=== Section Start ===

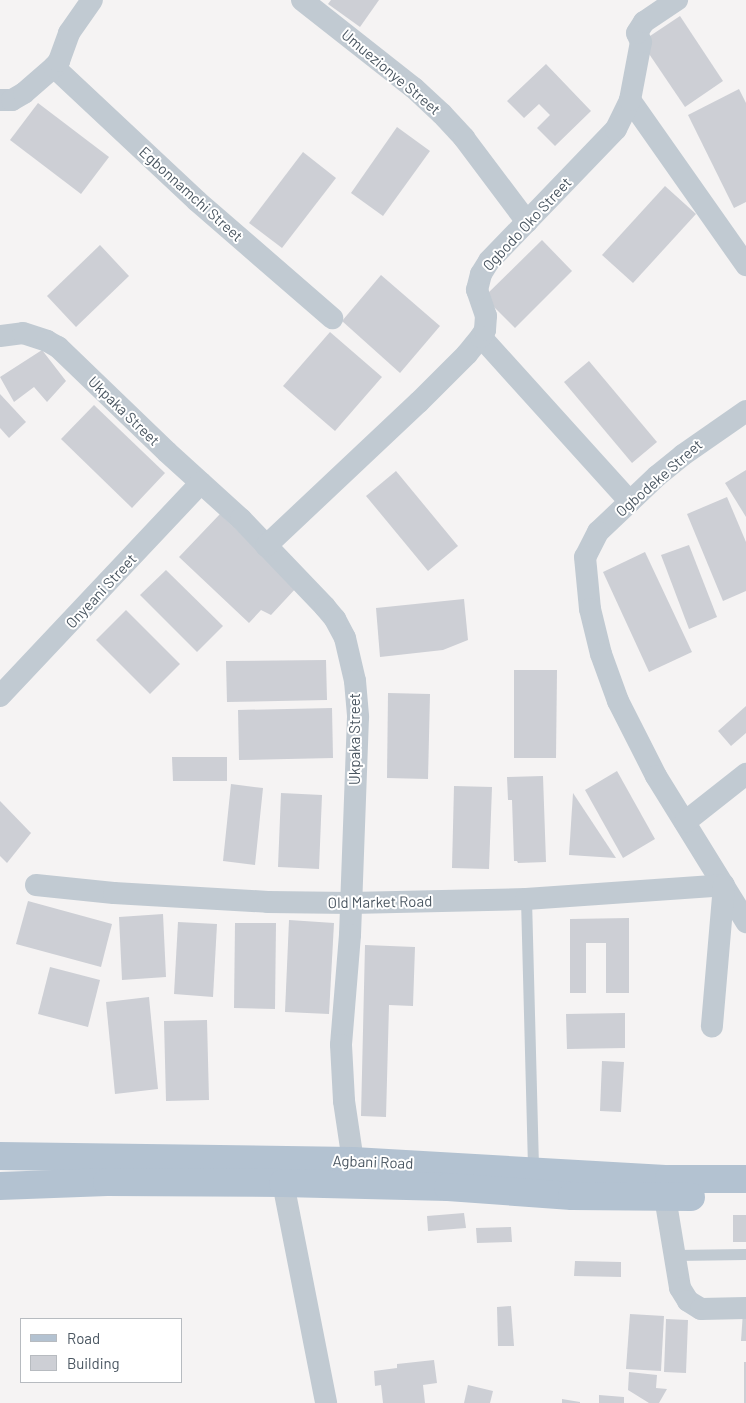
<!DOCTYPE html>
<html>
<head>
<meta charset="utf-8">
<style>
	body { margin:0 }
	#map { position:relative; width:746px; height:1403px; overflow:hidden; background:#f5f3f3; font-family:Barlow,sans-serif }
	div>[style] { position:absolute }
	.building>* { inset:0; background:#cdcfd5 }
	.service>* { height:11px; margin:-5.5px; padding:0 5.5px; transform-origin:5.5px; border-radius:5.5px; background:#c1cad2 }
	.minor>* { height:22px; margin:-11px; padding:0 11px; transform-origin:11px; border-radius:11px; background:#c1cad2 }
	.primary>* { height:28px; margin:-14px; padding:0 14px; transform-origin:14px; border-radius:14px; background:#b3c2d1 }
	span { translate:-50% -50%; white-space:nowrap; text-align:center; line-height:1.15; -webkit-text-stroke:4px #fff; paint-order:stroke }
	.street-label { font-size:15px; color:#4a5661 }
	.legend { position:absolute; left:20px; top:1318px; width:162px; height:65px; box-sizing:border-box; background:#fff; border:1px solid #b7bbc0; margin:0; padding:6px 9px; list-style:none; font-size:15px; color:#4a5661 }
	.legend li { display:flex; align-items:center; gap:10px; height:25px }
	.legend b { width:25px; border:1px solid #b7bbc0 }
</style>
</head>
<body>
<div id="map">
	<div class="building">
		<div style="clip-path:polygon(331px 0,379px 0,360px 27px,328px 4px)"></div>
		<div style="clip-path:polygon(680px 16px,723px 81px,685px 107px,641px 42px)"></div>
		<div style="clip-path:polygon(546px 64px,591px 111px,555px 146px,537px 128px,550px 115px,539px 104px,524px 118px,507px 101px)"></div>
		<div style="clip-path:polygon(739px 89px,746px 103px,746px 202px,734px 208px,688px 115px)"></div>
		<div style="clip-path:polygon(38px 103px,109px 157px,81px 194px,10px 140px)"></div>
		<div style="clip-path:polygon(397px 127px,430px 151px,383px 216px,351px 193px)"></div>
		<div style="clip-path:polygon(303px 152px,336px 178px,282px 248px,249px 223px)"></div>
		<div style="clip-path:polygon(665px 186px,696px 214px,633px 283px,602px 255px)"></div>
		<div style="clip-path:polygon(542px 240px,572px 271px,515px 328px,484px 297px)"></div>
		<div style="clip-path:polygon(100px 245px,129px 276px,76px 327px,47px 296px)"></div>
		<div style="clip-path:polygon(381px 275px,440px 326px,400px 373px,342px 321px)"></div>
		<div style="clip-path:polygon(330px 332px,382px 377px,335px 431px,283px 386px)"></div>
		<div style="clip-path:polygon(42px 350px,66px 381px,47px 402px,34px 387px,14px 402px,0 377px)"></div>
		<div style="clip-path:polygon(589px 361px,657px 442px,632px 463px,564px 382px)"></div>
		<div style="clip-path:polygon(0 394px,26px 422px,9px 438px,0 428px)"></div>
		<div style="clip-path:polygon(94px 405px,165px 473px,132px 508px,61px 439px)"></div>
		<div style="clip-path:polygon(746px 470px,746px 517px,725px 483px)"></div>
		<div style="clip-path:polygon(396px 471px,458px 546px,428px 571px,366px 496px)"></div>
		<div style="clip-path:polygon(727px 497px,746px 542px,746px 591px,723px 601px,687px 514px)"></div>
		<div style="clip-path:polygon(220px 514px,297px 587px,271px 615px,261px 610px,249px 623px,179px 557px)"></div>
		<div style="clip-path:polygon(689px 545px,717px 617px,689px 629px,661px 555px)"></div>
		<div style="clip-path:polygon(645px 552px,692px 652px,649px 672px,603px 572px)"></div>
		<div style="clip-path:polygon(166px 570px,223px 626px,197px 652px,140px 595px)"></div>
		<div style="clip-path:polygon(464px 599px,468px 640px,443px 650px,380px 657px,376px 608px)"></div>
		<div style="clip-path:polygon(126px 610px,180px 664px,150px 694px,96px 640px)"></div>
		<div style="clip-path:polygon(326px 660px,327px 700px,227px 702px,226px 661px)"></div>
		<div style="clip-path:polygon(514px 670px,557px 670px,556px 758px,514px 758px)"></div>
		<div style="clip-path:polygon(388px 693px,430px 694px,428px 779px,387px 778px)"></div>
		<div style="clip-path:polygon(746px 706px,746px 733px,731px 746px,718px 731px)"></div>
		<div style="clip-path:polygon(332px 708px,333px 758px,239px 760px,238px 710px)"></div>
		<div style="clip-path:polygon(172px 757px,227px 757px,227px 781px,173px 781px)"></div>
		<div style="clip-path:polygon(617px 771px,655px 839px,623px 858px,585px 790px)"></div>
		<div style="clip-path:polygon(543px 776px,546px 862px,518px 863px,517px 861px,514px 861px,512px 800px,508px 800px,507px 777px)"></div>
		<div style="clip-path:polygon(231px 784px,263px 788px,255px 865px,223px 861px)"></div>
		<div style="clip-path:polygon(454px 786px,492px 787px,489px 869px,452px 868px)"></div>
		<div style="clip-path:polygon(281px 793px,322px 795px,319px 869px,278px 867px)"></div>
		<div style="clip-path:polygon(573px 793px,616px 858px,569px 855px)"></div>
		<div style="clip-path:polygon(0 801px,31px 833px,7px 863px,0 856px)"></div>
		<div style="clip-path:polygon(28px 901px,112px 924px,101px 967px,16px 944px)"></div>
		<div style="clip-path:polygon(163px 914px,166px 977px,122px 980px,119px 917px)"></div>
		<div style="clip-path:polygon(629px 918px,629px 993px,606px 993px,606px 943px,586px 943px,586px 993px,570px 993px,570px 919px)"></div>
		<div style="clip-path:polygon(289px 920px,334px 923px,329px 1014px,285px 1012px)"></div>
		<div style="clip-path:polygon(178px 922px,217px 924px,213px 997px,174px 994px)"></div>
		<div style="clip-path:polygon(235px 923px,276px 923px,275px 1009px,234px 1008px)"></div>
		<div style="clip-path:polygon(365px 945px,415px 947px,413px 1006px,389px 1005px,386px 1117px,361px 1116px)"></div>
		<div style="clip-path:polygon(50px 967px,100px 980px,88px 1027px,38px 1014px)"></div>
		<div style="clip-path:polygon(149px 997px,158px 1089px,115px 1094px,106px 1002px)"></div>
		<div style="clip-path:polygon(625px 1013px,625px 1048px,567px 1049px,566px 1014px)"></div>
		<div style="clip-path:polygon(207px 1020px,209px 1100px,166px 1101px,164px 1021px)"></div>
		<div style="clip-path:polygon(602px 1061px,624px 1062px,621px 1112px,600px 1111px)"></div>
		<div style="clip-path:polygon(464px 1213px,466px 1228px,428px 1231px,427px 1216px)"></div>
		<div style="clip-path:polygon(733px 1215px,746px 1215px,746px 1242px,733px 1242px)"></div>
		<div style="clip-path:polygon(511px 1227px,512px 1242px,477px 1243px,476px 1228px)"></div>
		<div style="clip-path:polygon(575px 1261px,621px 1262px,621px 1277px,574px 1276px)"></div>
		<div style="clip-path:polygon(511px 1306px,514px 1346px,498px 1346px,497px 1307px)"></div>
		<div style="clip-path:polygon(743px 1312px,746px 1312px,746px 1341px,741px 1341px)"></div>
		<div style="clip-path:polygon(630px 1314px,664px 1316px,661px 1371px,626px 1369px)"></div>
		<div style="clip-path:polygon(666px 1319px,688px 1320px,686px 1373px,664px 1372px)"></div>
		<div style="clip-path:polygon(434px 1360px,437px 1383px,423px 1385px,425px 1403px,383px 1403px,381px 1385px,375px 1386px,374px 1371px,397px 1368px,397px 1364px)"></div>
		<div style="clip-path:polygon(744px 1362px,746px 1362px,746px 1403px,744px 1403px)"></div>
		<div style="clip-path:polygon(629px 1372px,657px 1375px,656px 1388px,667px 1389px,659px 1403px,649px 1403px,628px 1390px)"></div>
		<div style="clip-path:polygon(468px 1385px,493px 1391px,490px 1403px,464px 1403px)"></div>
		<div style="clip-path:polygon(599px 1395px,624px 1397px,624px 1403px,599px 1403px)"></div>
		<div style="clip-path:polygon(562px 1399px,580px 1402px,580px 1403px,562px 1403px)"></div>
	</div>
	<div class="service">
		<div style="left:526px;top:899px;width:271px;rotate:88.5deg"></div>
		<div style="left:675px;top:1255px;width:71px;rotate:-0.8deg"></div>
	</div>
	<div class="minor">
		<div style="left:302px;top:0;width:142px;rotate:38.2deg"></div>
		<div style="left:414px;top:88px;width:38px;rotate:43deg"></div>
		<div style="left:442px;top:114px;width:33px;rotate:47deg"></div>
		<div style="left:464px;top:138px;width:105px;rotate:53.1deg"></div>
		<div style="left:54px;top:67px;width:196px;rotate:43.1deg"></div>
		<div style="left:197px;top:201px;width:179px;rotate:40.9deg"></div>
		<div style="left:0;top:100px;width:12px"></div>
		<div style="left:12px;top:100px;width:14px;rotate:-30deg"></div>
		<div style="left:24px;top:93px;width:40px;rotate:-41deg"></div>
		<div style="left:54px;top:67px;width:8px;rotate:-50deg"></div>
		<div style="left:59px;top:61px;width:30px;rotate:-70deg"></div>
		<div style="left:69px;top:33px;width:40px;rotate:-55.1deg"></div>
		<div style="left:630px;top:100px;width:202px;rotate:54.9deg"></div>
		<div style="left:0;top:336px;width:23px;rotate:-7deg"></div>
		<div style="left:23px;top:333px;width:25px;rotate:18deg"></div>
		<div style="left:47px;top:341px;width:13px;rotate:29deg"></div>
		<div style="left:58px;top:347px;width:151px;rotate:43.9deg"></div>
		<div style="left:167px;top:452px;width:100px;rotate:42.2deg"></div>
		<div style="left:241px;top:519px;width:122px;rotate:46.3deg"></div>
		<div style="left:325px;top:607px;width:16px;rotate:50deg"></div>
		<div style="left:335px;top:619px;width:21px;rotate:62deg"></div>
		<div style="left:345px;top:638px;width:44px;rotate:76.9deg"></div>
		<div style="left:355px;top:681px;width:36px;rotate:85deg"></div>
		<div style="left:358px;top:717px;width:218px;rotate:92.1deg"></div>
		<div style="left:350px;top:935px;width:110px;rotate:94.7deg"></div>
		<div style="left:341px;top:1045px;width:56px;rotate:86.9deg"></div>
		<div style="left:344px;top:1101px;width:61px;rotate:81.5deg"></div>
		<div style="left:481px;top:337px;width:222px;rotate:47.9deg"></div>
		<div style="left:746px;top:411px;width:77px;rotate:145.1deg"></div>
		<div style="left:683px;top:455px;width:33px;rotate:141deg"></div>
		<div style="left:657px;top:476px;width:81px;rotate:136.5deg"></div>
		<div style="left:598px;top:532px;width:28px;rotate:117deg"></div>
		<div style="left:585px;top:557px;width:52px;rotate:84.5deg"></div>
		<div style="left:590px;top:609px;width:46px;rotate:76.3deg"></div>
		<div style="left:601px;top:654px;width:50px;rotate:70.1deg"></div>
		<div style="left:618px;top:701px;width:84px;rotate:63.1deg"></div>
		<div style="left:656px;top:776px;width:172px;rotate:58.3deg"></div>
		<div style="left:266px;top:546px;width:210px;rotate:-43.3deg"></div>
		<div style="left:419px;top:402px;width:68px;rotate:-45deg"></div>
		<div style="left:467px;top:354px;width:22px;rotate:-51deg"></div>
		<div style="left:481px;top:337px;width:8px;rotate:-60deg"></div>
		<div style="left:485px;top:330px;width:14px;rotate:-86deg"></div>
		<div style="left:486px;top:316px;width:28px;rotate:-109deg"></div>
		<div style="left:477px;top:290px;width:16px;rotate:-76deg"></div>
		<div style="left:481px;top:274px;width:15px;rotate:-58deg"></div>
		<div style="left:489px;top:261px;width:183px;rotate:-46.1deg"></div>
		<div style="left:616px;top:129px;width:32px;rotate:-64deg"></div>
		<div style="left:630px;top:100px;width:59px;rotate:-79.3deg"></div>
		<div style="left:641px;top:42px;width:10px;rotate:-114deg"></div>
		<div style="left:637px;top:33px;width:13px;rotate:-58deg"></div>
		<div style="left:644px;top:22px;width:40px;rotate:-34deg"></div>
		<div style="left:0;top:696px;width:293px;rotate:-46.7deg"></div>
		<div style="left:685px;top:822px;width:78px;rotate:-38.2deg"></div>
		<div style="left:36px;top:885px;width:78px;rotate:5.9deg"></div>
		<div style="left:114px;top:893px;width:154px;rotate:3.3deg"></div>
		<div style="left:268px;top:902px;width:83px;rotate:0.7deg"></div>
		<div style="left:351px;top:903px;width:175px;rotate:-1.3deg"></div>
		<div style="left:526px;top:899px;width:198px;rotate:-4deg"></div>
		<div style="left:724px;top:885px;width:142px;rotate:94.9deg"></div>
		<div style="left:285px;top:1166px;width:17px;rotate:97deg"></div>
		<div style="left:283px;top:1183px;width:224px;rotate:78.9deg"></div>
		<div style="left:669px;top:1181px;width:16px;rotate:104deg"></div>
		<div style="left:665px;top:1197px;width:92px;rotate:80.6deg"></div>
		<div style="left:680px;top:1288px;width:15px;rotate:58deg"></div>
		<div style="left:688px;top:1301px;width:15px;rotate:32deg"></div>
		<div style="left:701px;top:1309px;width:45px;rotate:-1.3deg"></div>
	</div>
	<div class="primary">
		<div style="left:0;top:1156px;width:353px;rotate:0.8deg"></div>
		<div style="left:353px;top:1161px;width:317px;rotate:3.3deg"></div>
		<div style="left:669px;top:1179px;width:77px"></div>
		<div style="left:0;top:1186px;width:107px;rotate:-2.1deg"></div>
		<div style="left:107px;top:1182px;width:176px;rotate:0.3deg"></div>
		<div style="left:283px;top:1183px;width:165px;rotate:1.4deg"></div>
		<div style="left:448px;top:1187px;width:124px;rotate:4.2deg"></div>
		<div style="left:572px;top:1196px;width:119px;rotate:0.5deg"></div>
	</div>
	<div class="street-label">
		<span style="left:391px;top:72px;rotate:40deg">Umuezionye Street</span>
		<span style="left:191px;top:194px;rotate:42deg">Egbonnamchi Street</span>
		<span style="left:527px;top:224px;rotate:-47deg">Ogbodo Oko Street</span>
		<span style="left:124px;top:411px;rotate:44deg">Ukpaka Street</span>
		<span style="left:659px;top:478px;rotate:-41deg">Ogbodeke Street</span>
		<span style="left:101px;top:591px;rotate:-47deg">Onyeani Street</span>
		<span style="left:355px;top:739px;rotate:-90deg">Ukpaka Street</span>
		<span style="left:380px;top:902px;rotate:-1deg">Old Market Road</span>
		<span style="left:373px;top:1162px;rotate:2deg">Agbani Road</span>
	</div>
	<ul class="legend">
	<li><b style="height:6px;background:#b3c2d1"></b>Road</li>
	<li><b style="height:14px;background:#cdcfd5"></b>Building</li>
	</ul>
</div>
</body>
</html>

=== Section End ===

◆ TRY IT ◆
Each line from the top of the records through the one containing "translate:-50% -50%; white-space:nowrap;" needs to be transcribed exactly, without pictures.

◆ ANSWER TO THE PROBLEM ◆
<!DOCTYPE html>
<html>
<head>
<meta charset="utf-8">
<style>
	body { margin:0 }
	#map { position:relative; width:746px; height:1403px; overflow:hidden; background:#f5f3f3; font-family:Barlow,sans-serif }
	div>[style] { position:absolute }
	.building>* { inset:0; background:#cdcfd5 }
	.service>* { height:11px; margin:-5.5px; padding:0 5.5px; transform-origin:5.5px; border-radius:5.5px; background:#c1cad2 }
	.minor>* { height:22px; margin:-11px; padding:0 11px; transform-origin:11px; border-radius:11px; background:#c1cad2 }
	.primary>* { height:28px; margin:-14px; padding:0 14px; transform-origin:14px; border-radius:14px; background:#b3c2d1 }
	span { translate:-50% -50%; white-space:nowrap; text-align:center; line-height:1.15; -webkit-text-stroke:4px #fff; paint-order:stroke }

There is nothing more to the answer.